In order to write an exam, a student needs an alarm clock to wake up, which has proven to successfully wake him 80% of the time. If he hears the alarm in the morning the probability of writing the test is 0.9 and if he doesn´t hear the alarm the probability is 0.5.

Please view link to see my working out:
https://ibb.co/NSCLMWc
(edited 5 months ago)
Reply 1
Original post by As.1997
In order to write an exam, a student needs an alarm clock to wake up, which has proven to successfully wake him 80% of the time. If he hears the alarm in the morning the probability of writing the test is 0.9 and if he doesn´t hear the alarm the probability is 0.5.

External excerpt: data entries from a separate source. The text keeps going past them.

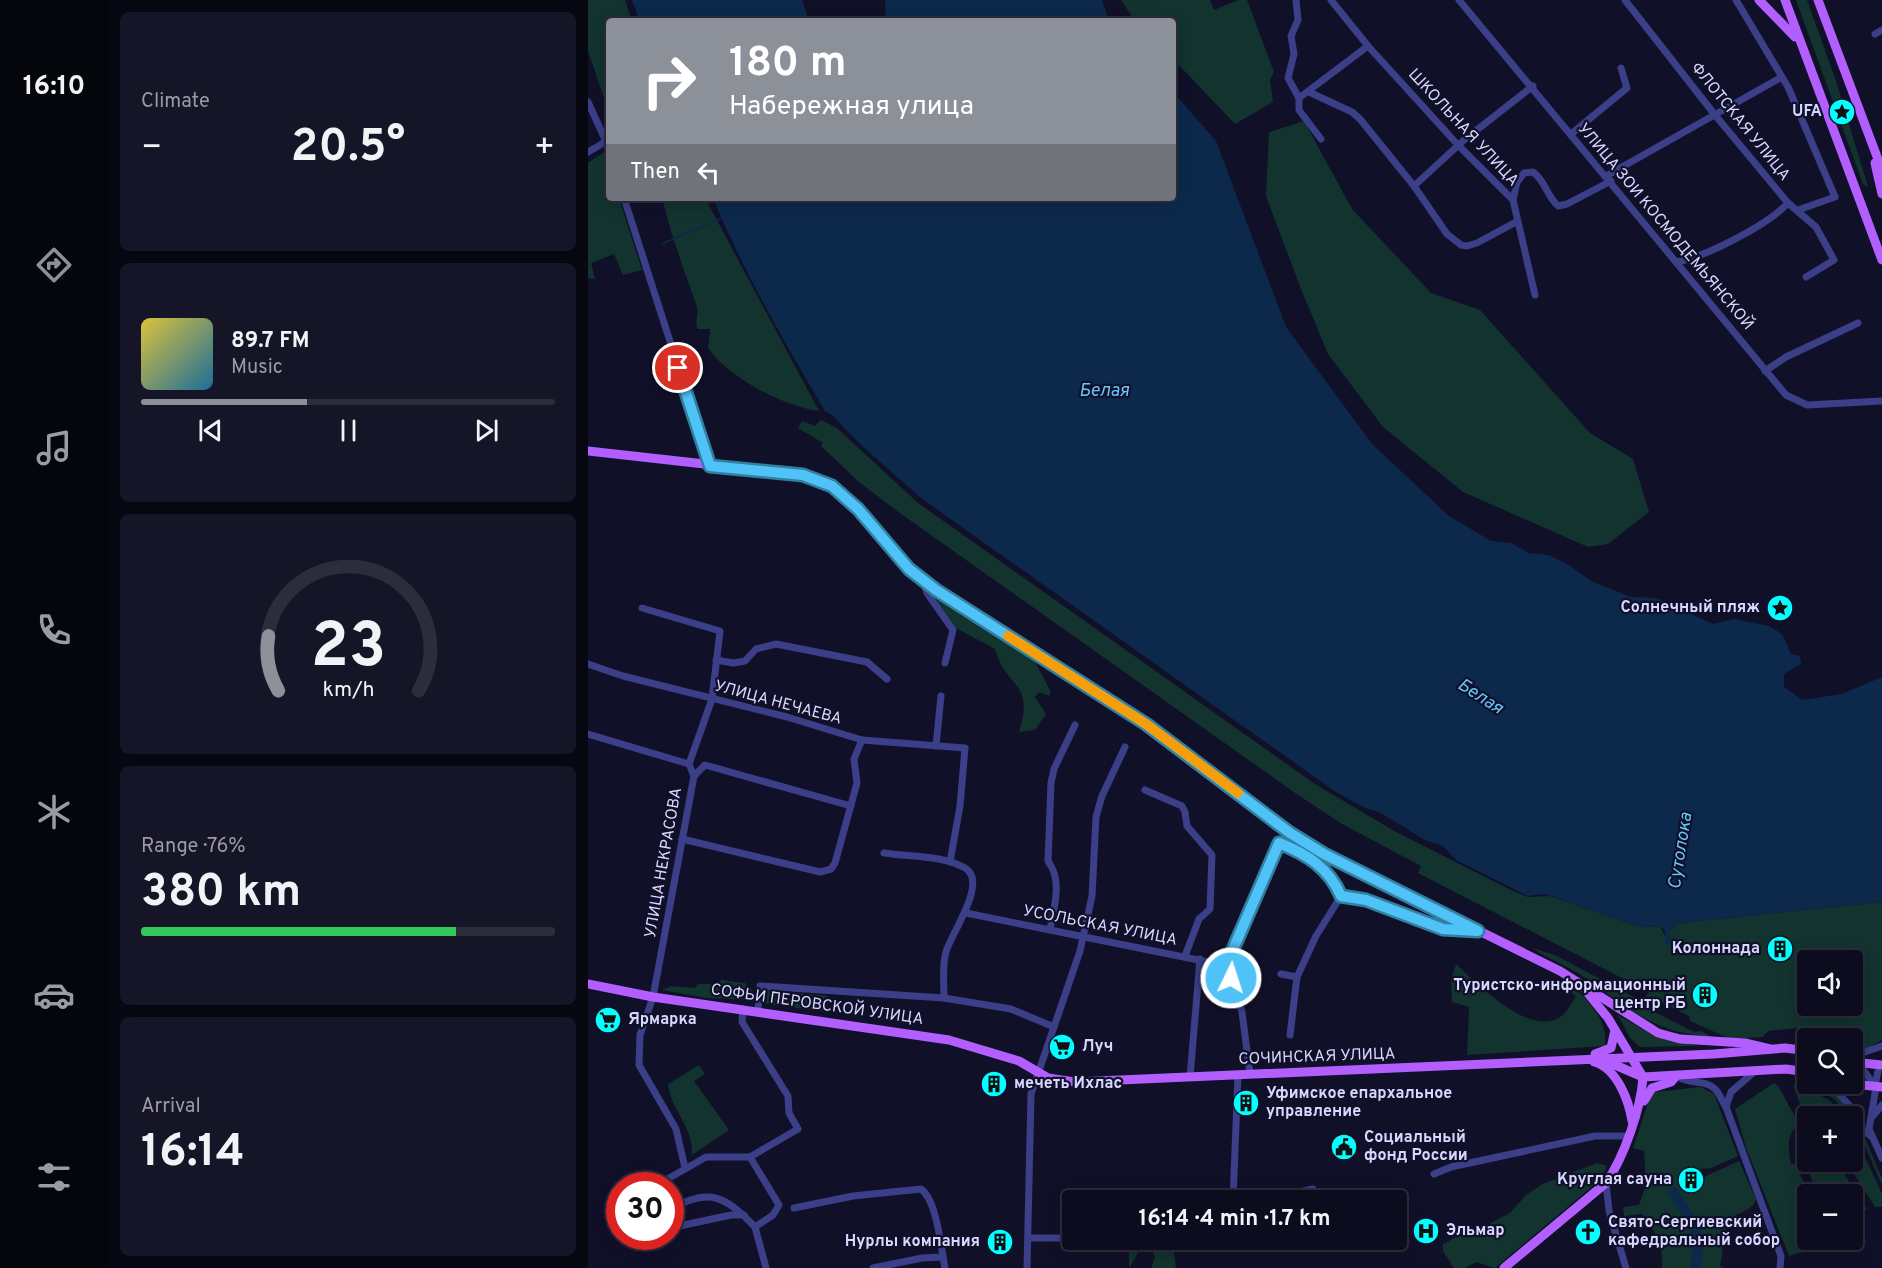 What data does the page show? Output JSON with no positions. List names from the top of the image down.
{
  "streets": {
    "main road": ["СОФЬИ ПЕРОВСКОЙ УЛИЦА", "СОЧИНСКАЯ УЛИЦА"],
    "street": [
      "ФЛОТСКАЯ УЛИЦА",
      "ШКОЛЬНАЯ УЛИЦА",
      "УЛИЦА ЗОИ КОСМОДЕМЬЯНСКОЙ",
      "УЛИЦА НЕЧАЕВА",
      "УЛИЦА НЕКРАСОВА",
      "УСОЛЬСКАЯ УЛИЦА"
    ]
  },
  "crossings": [
    ["УЛИЦА НЕКРАСОВА", "СОФЬИ ПЕРОВСКОЙ УЛИЦА"],
    ["СОФЬИ ПЕРОВСКОЙ УЛИЦА", "СОЧИНСКАЯ УЛИЦА"]
  ],
  "water": ["Белая", "Сутолока"],
  "places": {
    "place": ["UFA", "Солнечный пляж"],
    "building": [
      "Колоннада",
      "Туристско-информационный центр РБ",
      "мечеть Ихлас",
      "Уфимское епархальное управление",
      "Круглая сауна",
      "Нурлы компания"
    ],
    "supermarket": ["Ярмарка", "Луч"],
    "public building": ["Социальный фонд России"],
    "hospital": ["Эльмар"],
    "church": ["Свято-Сергиевский кафедральный собор"]
  },
  "page": {
    "tabs": "16:10",
    "tile": [
      "Climate",
      ["Range · 76%", "380 km"],
      ["Arrival", "16:14"]
    ],
    "turn": ["180 m", "Набережная улица"],
    "heat": ["−", "20.5°", "+"],
    "then": "Then",
    "song": ["89.7 FM", "Music"],
    "map_buttons": ["+", "−"],
    "limit": "30",
    "trip": "16:14 · 4 min · 1.7 km",
    "gauge": ["23", "km/h"]
  }
} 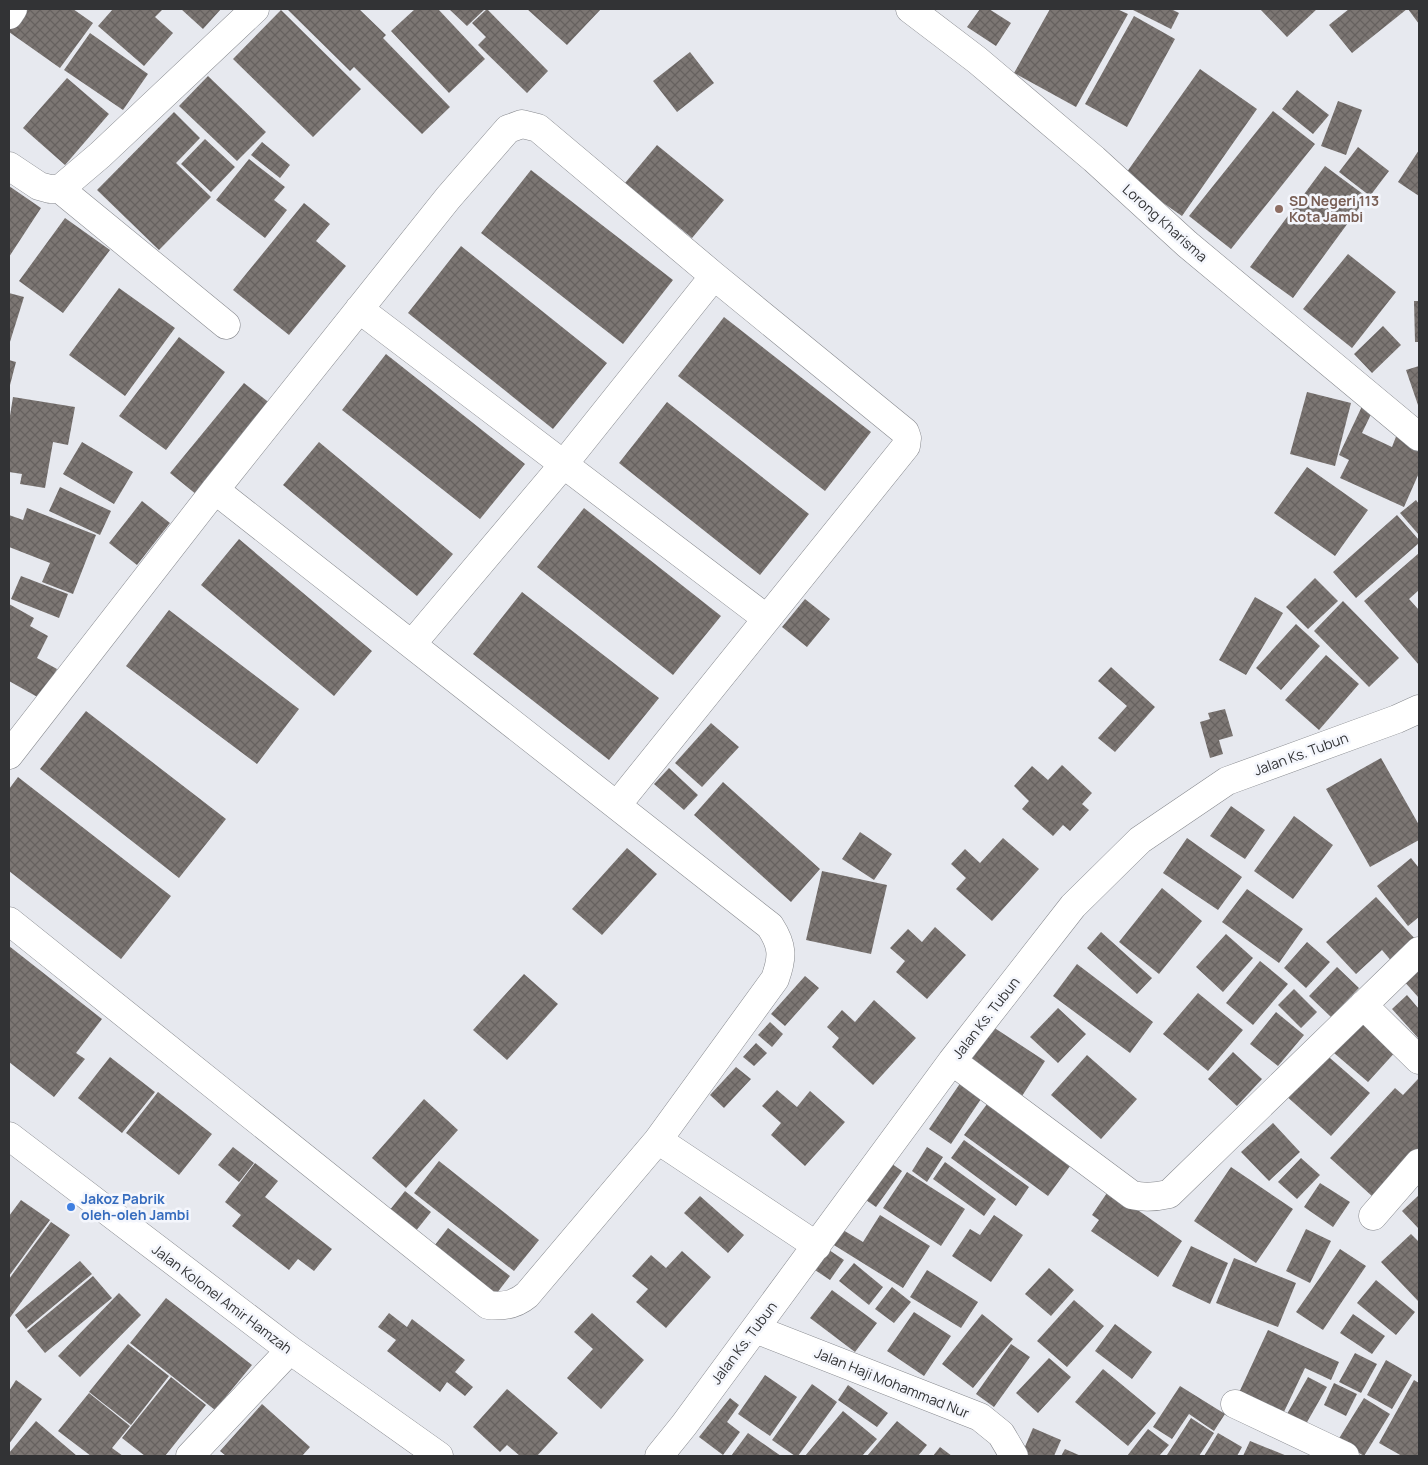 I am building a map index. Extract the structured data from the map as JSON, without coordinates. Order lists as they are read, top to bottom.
{
  "streets": {
    "street": [
      "Lorong Kharisma",
      "Jalan Ks. Tubun",
      "Jalan Kolonel Amir Hamzah",
      "Jalan Haji Mohammad Nur"
    ]
  },
  "crossings": [
    ["Jalan Ks. Tubun", "Jalan Haji Mohammad Nur"]
  ],
  "places": ["SD Negeri 113 Kota Jambi", "Jakoz Pabrik oleh-oleh Jambi"]
} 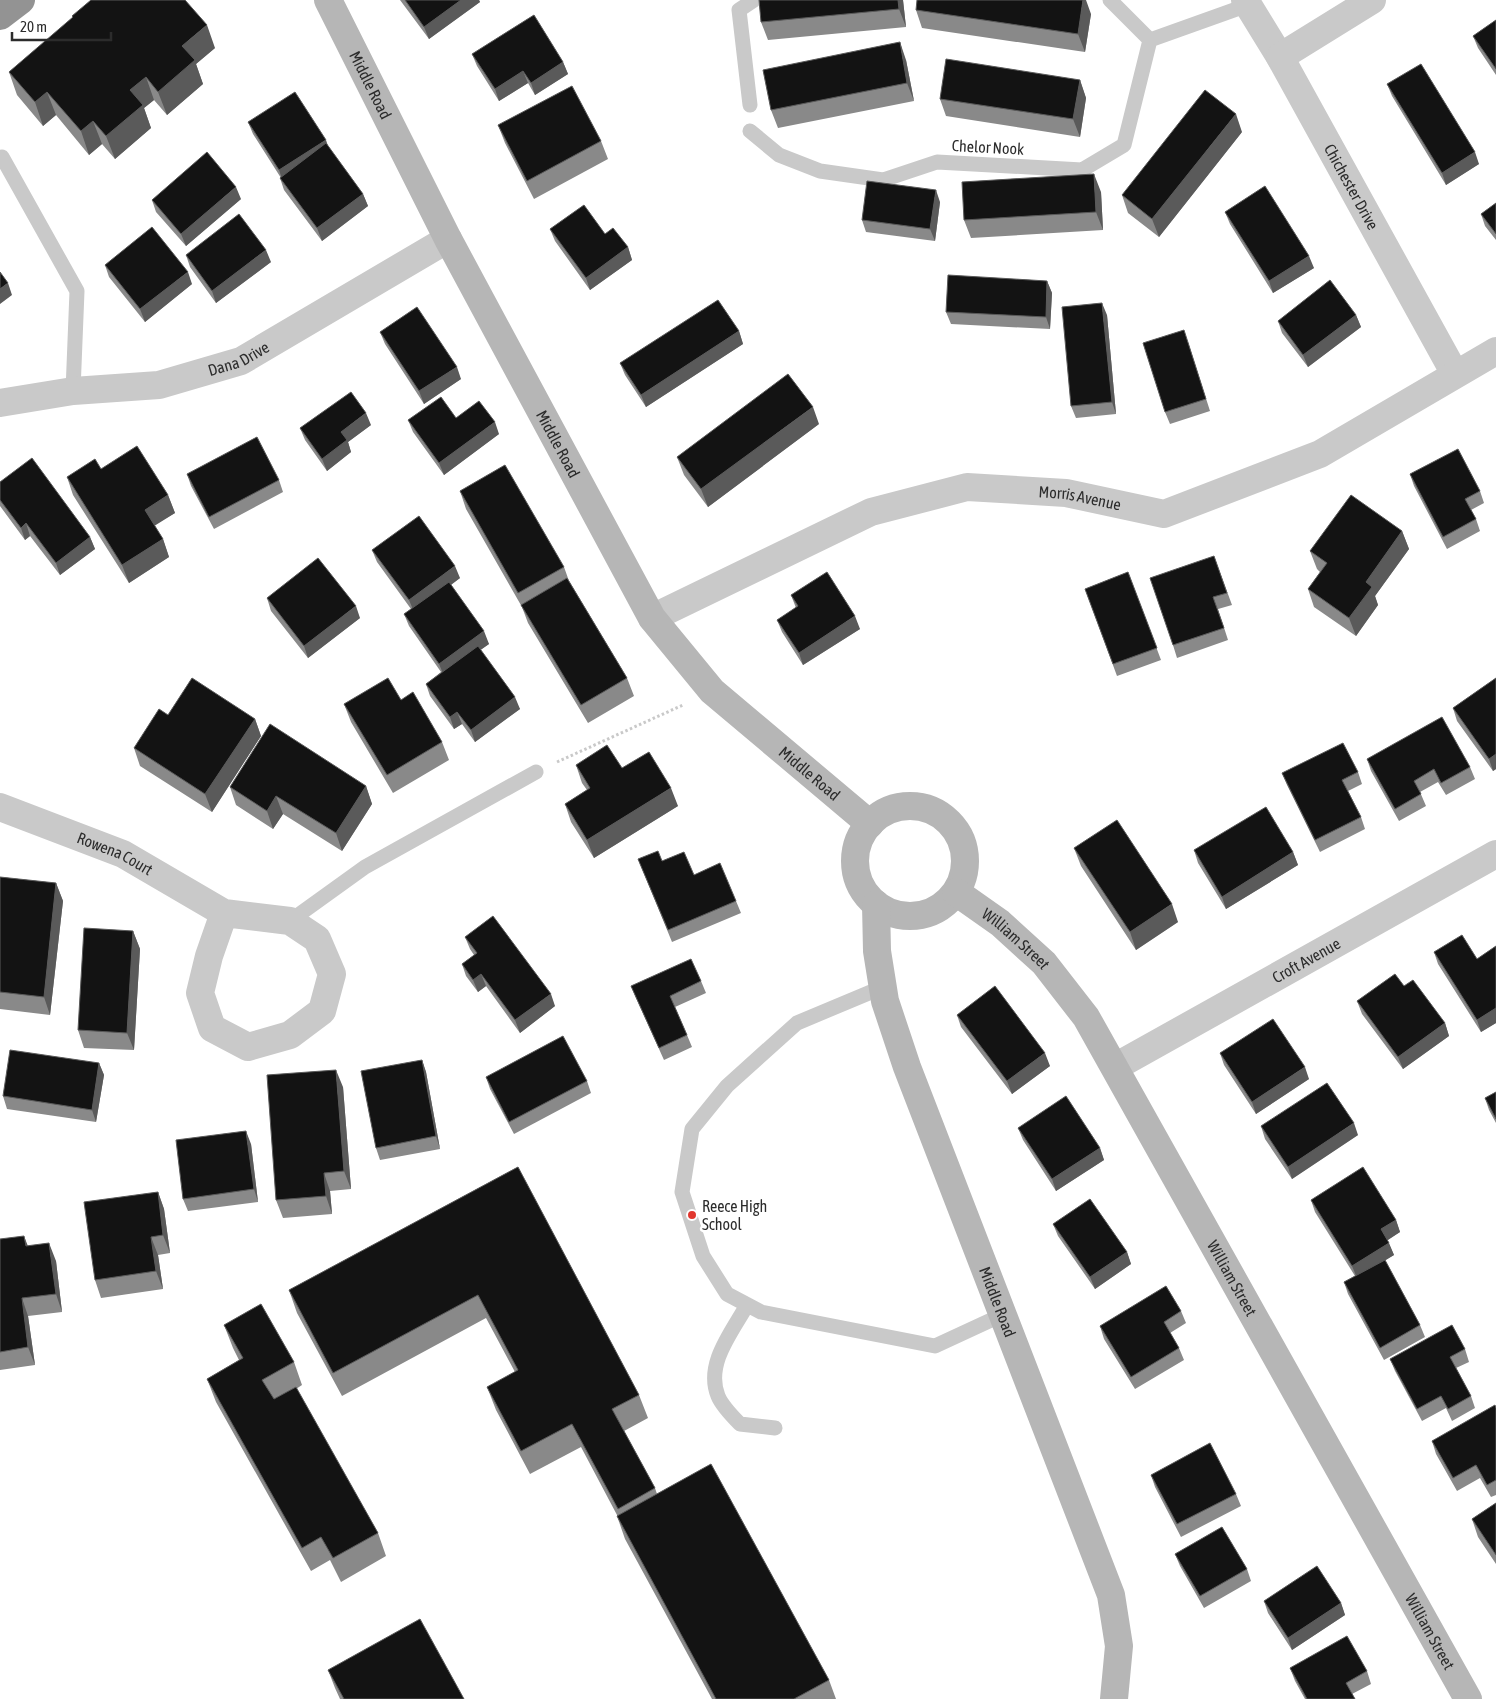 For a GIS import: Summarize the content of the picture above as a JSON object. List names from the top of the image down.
{
  "streets": {
    "main road": ["Middle Road", "William Street"],
    "street": [
      "Chichester Drive",
      "Dana Drive",
      "Morris Avenue",
      "Rowena Court",
      "Croft Avenue"
    ],
    "lane": ["Chelor Nook"]
  },
  "crossings": [
    ["Middle Road", "Dana Drive"],
    ["Middle Road", "Morris Avenue"],
    ["Middle Road", "William Street"],
    ["Chichester Drive", "Morris Avenue"],
    ["William Street", "Croft Avenue"]
  ],
  "places": ["Reece High School"],
  "scale_bar": "20 m"
}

Please view link to see my working out:
https://ibb.co/XYvdNyj

From the defintion of conditional probability, the joint gives bayes formula as you rearrange
p(A&B) = p(A|B)p(B) = p(B|A)p(A)
so the numerator is the joint probability which you cant simply replace with the marginal p(A).

As a 2*2 table, you could imagine that you view the problem as wrote exam (rows) and heard alarm (columns). Assuming you had 100 people the joint data would be
..................... Heard | Not Heard
Wrote........... 72.......|.....10
Not Wrote..... 8.......|......10
so each cell represent the counts assoicated with joint probability p(A & B). If we know they wrote the exam, were interested in row 1 (condition on it or slice the data) and the probaiblity they heard the alarm is 72/82, so 72/(72+10).

If we just used the marginal p(heard) on the numerator that would be 80/82, wed be including the 8 who heard but did not write the exam in the calculation (80=72+8) which doesnt really make sense. If we rewrote (modify the data sllightly) the second row as 18 0 (so leave the first row unchanged), wed end up with 90/80 which is a probability > 1 so problematic.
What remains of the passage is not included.